WHAT YOU HAVE TO DO | If a line below contains the string "turn", copy it out.

========

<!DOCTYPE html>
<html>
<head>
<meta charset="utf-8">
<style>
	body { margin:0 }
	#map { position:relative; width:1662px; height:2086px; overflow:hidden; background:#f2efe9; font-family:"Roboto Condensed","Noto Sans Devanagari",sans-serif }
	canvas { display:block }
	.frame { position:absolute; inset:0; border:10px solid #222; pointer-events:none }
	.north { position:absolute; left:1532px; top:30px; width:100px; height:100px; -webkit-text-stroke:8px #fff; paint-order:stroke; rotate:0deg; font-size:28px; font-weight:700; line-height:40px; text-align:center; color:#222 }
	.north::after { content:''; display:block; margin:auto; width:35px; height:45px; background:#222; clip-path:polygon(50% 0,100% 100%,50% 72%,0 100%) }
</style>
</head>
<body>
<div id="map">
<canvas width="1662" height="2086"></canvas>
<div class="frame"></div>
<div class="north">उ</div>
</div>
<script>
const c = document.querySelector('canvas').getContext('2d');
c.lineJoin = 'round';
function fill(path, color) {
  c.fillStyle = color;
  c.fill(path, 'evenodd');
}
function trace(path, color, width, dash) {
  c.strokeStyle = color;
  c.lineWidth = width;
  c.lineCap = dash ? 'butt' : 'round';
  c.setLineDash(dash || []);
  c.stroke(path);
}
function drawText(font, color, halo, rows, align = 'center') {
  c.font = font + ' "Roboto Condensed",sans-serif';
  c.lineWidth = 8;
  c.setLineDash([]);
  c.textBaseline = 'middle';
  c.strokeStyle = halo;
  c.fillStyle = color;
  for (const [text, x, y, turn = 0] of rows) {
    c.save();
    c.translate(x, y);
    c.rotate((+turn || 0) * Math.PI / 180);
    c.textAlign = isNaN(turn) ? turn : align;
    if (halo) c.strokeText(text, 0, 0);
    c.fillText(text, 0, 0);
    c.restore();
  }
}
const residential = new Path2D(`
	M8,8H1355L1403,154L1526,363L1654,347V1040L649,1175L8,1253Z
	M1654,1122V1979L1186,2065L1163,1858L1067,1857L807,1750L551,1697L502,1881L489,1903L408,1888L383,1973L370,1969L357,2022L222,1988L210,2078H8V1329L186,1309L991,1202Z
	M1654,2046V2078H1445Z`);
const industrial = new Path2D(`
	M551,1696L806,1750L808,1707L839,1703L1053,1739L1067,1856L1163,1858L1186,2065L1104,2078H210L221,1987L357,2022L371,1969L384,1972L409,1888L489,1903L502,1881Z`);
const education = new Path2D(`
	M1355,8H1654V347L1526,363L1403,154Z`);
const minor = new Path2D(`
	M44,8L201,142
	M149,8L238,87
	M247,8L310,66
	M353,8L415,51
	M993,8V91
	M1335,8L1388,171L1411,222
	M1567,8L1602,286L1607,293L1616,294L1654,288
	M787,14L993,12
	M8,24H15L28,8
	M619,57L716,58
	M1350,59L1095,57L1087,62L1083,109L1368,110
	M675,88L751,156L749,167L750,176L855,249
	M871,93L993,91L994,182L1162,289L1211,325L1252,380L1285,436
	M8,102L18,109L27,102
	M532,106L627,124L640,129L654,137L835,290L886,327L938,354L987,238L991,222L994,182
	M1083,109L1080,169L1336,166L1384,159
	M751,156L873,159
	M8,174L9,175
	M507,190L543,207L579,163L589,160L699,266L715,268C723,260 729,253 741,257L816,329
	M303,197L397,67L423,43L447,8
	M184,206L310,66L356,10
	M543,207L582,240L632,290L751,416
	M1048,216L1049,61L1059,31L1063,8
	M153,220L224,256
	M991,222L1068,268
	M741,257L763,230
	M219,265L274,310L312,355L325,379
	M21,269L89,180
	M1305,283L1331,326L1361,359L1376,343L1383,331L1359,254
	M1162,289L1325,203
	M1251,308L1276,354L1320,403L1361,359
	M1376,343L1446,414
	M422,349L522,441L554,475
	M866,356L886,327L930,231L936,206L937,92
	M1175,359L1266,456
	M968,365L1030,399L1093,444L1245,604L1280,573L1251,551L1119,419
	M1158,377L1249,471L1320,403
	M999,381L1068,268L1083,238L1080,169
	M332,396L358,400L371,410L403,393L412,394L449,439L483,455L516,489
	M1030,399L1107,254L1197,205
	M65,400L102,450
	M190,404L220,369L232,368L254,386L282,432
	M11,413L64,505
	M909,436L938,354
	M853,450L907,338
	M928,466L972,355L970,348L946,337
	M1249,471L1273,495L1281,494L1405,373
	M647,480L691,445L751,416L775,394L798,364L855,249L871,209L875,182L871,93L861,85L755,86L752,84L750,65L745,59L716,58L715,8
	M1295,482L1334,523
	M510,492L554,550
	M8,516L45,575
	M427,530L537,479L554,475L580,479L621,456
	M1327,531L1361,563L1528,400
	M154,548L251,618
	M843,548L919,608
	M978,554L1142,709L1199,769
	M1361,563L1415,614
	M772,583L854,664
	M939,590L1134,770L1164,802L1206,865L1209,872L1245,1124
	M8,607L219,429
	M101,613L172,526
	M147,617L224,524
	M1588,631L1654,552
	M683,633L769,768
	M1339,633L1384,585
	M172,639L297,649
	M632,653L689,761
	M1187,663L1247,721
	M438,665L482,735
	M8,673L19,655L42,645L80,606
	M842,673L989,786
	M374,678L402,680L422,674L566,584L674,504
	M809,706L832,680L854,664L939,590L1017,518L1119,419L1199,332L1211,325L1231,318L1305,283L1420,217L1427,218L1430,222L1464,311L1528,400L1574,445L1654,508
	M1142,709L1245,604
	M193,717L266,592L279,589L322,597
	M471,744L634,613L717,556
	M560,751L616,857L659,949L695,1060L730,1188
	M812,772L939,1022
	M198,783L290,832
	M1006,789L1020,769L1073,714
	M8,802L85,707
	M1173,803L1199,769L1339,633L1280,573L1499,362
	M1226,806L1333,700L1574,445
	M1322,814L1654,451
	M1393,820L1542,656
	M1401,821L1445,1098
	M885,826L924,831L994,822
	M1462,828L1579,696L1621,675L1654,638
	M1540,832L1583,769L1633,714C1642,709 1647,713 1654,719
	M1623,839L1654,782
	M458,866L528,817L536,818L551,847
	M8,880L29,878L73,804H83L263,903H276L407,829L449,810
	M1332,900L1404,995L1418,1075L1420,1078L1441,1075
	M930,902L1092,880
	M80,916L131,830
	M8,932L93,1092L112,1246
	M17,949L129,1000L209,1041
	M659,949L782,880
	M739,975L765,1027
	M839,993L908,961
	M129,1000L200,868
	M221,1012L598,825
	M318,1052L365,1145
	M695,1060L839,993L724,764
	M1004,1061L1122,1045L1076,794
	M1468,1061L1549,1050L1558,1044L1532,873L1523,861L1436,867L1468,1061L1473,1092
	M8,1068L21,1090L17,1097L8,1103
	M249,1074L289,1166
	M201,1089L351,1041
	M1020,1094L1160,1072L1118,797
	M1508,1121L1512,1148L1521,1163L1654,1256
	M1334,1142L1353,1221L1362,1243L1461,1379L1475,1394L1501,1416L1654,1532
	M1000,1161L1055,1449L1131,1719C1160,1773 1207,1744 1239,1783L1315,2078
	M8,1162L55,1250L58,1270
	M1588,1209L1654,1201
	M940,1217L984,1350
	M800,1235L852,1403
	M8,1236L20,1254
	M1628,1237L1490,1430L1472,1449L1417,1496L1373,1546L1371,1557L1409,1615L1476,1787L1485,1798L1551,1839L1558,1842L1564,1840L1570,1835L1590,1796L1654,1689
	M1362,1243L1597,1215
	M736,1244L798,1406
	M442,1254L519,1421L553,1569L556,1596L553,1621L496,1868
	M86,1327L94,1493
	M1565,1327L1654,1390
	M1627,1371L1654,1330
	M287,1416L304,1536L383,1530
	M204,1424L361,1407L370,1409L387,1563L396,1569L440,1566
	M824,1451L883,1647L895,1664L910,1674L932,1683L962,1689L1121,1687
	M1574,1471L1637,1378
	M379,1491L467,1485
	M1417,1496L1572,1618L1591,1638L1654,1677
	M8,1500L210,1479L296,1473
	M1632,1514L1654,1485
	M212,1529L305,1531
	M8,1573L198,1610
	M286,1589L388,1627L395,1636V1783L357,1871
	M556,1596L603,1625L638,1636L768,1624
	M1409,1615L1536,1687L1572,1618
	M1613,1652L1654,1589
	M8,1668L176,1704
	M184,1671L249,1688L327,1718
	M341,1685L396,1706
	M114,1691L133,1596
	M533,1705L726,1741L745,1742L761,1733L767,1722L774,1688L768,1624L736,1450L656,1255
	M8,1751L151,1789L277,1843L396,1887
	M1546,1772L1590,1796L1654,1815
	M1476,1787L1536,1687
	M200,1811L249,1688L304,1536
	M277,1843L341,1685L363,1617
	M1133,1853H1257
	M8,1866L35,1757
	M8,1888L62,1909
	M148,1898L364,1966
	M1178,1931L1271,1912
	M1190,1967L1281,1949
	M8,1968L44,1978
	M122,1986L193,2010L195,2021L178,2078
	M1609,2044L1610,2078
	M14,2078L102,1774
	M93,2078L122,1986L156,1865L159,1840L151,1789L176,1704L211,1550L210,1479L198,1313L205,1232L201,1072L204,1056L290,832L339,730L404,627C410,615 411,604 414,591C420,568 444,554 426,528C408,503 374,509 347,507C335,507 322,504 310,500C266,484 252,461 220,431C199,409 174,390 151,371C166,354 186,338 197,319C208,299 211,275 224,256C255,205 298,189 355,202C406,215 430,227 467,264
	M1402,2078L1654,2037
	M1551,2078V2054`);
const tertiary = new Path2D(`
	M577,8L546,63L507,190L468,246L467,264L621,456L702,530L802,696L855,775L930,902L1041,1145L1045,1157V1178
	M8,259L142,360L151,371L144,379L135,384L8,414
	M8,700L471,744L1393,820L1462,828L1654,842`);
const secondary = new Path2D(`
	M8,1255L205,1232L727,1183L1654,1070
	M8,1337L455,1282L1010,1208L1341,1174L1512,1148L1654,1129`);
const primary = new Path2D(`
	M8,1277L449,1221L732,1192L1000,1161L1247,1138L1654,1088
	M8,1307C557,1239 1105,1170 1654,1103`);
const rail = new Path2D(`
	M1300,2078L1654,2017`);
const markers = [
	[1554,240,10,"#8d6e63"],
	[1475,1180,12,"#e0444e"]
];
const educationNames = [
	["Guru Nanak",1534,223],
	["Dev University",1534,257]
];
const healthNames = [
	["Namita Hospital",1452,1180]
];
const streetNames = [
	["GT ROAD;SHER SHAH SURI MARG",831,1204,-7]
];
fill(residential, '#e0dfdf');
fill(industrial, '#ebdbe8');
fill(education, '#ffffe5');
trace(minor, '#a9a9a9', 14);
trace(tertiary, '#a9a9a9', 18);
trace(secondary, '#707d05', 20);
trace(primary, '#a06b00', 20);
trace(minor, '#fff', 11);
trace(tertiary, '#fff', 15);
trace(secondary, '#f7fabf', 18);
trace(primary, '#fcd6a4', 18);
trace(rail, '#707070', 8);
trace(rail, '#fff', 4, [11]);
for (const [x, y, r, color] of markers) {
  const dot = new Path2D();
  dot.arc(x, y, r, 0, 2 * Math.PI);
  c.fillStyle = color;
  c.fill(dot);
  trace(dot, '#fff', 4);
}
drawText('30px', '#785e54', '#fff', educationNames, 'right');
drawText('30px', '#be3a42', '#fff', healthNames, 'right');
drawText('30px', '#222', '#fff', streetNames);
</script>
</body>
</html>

========

SOLUTION TO THIS TASK |
  for (const [text, x, y, turn = 0] of rows) {
    c.rotate((+turn || 0) * Math.PI / 180);
    c.textAlign = isNaN(turn) ? turn : align;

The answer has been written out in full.